[EXCERPTED RECORDS]
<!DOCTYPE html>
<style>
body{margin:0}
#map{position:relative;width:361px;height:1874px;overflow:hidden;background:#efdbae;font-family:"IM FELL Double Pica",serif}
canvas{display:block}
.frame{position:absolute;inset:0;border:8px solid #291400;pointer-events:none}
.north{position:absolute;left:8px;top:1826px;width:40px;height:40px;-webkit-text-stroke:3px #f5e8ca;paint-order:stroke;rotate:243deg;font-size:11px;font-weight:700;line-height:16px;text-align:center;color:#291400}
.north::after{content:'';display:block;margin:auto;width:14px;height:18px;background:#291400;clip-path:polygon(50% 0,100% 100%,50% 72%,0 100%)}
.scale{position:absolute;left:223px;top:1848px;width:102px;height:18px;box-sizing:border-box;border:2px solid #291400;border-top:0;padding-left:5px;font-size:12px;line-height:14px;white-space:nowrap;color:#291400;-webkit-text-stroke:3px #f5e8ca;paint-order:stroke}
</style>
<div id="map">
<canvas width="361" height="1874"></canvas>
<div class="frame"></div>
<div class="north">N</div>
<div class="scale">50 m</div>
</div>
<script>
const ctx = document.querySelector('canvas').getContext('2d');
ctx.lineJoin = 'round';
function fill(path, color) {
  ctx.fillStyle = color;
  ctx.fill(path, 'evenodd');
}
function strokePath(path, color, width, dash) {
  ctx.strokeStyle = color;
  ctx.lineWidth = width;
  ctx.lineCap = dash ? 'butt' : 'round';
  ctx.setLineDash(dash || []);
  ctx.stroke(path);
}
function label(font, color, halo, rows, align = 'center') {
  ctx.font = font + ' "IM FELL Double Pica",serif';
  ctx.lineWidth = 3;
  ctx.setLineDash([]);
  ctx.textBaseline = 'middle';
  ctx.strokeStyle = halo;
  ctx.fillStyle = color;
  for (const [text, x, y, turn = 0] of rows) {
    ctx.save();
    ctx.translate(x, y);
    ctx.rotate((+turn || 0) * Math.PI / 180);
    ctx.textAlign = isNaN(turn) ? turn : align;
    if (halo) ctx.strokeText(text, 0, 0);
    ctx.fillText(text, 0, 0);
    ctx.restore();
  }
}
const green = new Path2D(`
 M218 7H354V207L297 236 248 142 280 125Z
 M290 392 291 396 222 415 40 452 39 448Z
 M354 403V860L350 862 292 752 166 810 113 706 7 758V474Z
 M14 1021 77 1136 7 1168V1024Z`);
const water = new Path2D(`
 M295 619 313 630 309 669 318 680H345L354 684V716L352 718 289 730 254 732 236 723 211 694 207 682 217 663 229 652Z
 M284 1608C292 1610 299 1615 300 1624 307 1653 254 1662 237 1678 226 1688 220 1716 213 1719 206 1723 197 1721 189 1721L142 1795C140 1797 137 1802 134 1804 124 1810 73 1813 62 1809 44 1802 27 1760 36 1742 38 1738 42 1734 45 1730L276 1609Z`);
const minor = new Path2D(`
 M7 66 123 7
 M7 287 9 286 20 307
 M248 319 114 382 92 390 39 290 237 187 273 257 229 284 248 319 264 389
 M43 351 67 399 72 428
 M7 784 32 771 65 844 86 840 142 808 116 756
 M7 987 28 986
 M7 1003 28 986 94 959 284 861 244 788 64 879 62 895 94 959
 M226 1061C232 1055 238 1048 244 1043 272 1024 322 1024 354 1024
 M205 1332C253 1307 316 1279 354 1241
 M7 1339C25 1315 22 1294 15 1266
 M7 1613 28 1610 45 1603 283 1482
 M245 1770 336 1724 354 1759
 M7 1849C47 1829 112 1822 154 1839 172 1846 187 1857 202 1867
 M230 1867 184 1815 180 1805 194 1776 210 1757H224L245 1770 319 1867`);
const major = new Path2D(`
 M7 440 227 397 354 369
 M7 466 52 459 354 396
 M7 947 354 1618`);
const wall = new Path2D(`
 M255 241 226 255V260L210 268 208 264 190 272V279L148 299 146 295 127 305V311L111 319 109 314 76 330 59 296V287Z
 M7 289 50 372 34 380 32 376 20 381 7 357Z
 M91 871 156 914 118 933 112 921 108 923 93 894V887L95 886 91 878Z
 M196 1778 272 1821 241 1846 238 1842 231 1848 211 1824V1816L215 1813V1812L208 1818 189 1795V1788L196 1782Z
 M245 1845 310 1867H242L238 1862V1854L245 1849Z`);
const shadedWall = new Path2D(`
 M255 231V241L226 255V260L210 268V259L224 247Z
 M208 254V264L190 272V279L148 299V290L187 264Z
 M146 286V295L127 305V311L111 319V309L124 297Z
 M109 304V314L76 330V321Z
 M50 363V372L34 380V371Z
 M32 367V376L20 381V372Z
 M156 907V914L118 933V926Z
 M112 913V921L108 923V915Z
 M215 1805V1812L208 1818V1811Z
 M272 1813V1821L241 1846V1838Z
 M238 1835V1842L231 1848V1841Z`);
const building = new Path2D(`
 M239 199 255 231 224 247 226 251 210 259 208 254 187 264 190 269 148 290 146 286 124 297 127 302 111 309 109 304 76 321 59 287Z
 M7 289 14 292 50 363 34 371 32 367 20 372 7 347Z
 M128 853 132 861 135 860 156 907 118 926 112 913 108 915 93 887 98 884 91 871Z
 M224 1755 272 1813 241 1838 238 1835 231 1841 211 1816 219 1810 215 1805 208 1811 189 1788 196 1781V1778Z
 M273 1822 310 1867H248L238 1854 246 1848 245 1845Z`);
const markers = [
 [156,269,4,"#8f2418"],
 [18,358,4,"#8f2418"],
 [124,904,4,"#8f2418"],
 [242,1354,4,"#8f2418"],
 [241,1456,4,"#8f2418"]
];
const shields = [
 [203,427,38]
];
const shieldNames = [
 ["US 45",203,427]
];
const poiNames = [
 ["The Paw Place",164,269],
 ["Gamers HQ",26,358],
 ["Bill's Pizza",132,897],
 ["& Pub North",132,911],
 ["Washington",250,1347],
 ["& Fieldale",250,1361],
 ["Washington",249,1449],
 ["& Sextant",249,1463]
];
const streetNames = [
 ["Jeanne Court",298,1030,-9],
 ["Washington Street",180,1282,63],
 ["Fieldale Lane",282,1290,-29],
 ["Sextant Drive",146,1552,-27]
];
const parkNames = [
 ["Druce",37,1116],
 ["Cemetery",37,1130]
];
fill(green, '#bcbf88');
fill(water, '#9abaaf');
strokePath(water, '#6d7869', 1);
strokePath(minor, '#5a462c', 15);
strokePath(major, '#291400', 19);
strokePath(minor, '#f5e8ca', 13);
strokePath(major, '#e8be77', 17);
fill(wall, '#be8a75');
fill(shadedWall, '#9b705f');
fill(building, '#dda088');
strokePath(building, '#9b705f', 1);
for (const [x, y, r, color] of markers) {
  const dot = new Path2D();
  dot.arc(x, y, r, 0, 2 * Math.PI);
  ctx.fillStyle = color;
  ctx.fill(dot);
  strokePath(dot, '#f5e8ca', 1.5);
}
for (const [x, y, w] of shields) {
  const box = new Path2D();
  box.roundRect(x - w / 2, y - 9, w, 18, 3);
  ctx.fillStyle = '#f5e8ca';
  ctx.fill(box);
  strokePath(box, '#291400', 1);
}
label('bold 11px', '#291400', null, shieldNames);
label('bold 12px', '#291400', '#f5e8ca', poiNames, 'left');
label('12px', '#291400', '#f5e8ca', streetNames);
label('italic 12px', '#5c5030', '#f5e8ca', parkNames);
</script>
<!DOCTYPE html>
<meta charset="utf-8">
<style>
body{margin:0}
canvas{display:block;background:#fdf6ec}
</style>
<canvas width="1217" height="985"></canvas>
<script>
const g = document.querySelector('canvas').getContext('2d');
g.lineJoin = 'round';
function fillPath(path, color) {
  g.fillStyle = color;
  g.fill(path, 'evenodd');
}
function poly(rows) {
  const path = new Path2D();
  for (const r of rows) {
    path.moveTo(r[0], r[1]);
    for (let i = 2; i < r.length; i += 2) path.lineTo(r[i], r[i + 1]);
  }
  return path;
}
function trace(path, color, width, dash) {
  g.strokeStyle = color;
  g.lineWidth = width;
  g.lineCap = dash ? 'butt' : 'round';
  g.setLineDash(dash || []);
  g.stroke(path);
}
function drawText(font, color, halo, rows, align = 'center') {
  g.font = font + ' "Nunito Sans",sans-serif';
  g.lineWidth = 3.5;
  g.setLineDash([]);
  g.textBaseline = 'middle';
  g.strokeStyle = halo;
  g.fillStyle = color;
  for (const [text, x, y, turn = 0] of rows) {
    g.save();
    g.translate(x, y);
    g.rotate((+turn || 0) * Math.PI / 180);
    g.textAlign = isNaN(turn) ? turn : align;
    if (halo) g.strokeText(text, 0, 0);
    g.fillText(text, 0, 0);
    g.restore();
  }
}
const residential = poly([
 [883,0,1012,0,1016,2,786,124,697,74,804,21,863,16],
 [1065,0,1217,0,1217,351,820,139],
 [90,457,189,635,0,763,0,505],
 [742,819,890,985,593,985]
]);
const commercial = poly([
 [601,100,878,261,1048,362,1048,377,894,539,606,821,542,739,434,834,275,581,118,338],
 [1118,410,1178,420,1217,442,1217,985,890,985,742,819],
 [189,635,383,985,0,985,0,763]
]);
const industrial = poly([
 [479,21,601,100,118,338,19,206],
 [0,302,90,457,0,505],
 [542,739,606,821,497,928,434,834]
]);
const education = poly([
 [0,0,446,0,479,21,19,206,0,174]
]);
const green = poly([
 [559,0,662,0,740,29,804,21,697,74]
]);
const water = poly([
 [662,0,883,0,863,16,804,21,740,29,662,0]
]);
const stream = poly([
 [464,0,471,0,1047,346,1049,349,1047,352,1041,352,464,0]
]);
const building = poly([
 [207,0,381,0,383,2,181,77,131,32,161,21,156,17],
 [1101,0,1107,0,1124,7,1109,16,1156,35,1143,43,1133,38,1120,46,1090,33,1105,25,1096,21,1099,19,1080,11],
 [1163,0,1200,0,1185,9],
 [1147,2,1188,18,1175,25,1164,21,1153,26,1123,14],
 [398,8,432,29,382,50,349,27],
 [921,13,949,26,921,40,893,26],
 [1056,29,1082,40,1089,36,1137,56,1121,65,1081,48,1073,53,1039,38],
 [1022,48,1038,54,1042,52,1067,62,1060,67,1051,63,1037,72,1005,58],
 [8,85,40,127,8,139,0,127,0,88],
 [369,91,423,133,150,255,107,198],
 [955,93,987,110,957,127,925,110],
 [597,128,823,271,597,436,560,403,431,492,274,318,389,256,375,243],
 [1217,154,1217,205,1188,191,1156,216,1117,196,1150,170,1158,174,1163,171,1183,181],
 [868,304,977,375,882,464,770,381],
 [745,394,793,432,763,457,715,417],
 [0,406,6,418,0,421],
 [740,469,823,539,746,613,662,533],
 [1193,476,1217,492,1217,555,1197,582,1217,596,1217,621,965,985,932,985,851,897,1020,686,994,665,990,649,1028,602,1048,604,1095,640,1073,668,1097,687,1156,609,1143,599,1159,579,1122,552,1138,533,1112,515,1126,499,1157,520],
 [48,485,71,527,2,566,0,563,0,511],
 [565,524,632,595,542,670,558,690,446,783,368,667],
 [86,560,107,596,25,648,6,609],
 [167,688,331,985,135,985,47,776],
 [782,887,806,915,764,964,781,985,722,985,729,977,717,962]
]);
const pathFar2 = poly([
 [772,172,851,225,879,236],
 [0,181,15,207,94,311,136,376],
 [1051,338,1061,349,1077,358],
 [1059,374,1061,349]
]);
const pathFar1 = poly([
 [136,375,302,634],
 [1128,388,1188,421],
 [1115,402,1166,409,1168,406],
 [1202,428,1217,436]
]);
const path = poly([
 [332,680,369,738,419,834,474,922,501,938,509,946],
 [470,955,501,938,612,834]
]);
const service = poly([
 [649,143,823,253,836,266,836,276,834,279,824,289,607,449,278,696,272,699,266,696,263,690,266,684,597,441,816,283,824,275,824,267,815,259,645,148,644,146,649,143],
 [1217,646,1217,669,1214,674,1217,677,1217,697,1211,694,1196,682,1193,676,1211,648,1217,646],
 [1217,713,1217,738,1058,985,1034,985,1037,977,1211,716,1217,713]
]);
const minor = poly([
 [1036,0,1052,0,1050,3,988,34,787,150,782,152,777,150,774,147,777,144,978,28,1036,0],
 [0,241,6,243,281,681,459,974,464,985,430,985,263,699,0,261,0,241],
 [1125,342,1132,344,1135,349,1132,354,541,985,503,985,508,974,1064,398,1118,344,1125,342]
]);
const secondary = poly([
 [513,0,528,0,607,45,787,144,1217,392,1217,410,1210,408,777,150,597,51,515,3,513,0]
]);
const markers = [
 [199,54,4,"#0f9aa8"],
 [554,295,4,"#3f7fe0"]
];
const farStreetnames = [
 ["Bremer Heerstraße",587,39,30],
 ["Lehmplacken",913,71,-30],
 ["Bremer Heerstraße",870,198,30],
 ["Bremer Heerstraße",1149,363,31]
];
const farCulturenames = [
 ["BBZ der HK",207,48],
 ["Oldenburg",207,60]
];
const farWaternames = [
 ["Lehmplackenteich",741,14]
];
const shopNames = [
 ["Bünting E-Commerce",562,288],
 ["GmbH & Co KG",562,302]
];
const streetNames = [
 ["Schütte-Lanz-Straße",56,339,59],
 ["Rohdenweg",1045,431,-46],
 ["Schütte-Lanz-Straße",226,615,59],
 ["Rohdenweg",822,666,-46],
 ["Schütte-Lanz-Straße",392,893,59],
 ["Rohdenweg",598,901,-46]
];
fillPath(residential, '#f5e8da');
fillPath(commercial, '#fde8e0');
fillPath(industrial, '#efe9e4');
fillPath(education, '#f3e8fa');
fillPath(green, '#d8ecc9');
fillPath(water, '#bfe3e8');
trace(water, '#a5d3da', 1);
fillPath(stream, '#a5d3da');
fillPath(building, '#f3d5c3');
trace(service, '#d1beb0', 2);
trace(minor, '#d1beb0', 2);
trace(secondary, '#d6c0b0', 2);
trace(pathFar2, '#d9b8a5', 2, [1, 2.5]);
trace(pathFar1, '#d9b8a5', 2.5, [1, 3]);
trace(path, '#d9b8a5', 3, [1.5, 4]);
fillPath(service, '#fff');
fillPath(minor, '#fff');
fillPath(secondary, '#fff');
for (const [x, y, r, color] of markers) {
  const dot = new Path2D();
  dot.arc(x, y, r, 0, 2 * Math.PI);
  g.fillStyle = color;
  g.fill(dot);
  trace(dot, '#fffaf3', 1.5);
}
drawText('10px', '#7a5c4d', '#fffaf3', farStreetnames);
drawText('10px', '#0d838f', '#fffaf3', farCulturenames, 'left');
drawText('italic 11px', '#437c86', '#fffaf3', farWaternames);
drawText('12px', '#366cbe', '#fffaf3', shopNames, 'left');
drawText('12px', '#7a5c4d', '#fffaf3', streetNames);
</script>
[/EXCERPTED RECORDS]
» WHAT THE TASK ASKS
Of the entries above, transcribe exactly those lines that fall between the line containing "const path = new Path2D();" and the line containing "g.strokeStyle = color;", together with those two lines.

» RESPONSE TO THE TASK
  const path = new Path2D();
  for (const r of rows) {
    path.moveTo(r[0], r[1]);
    for (let i = 2; i < r.length; i += 2) path.lineTo(r[i], r[i + 1]);
  }
  return path;
}
function trace(path, color, width, dash) {
  g.strokeStyle = color;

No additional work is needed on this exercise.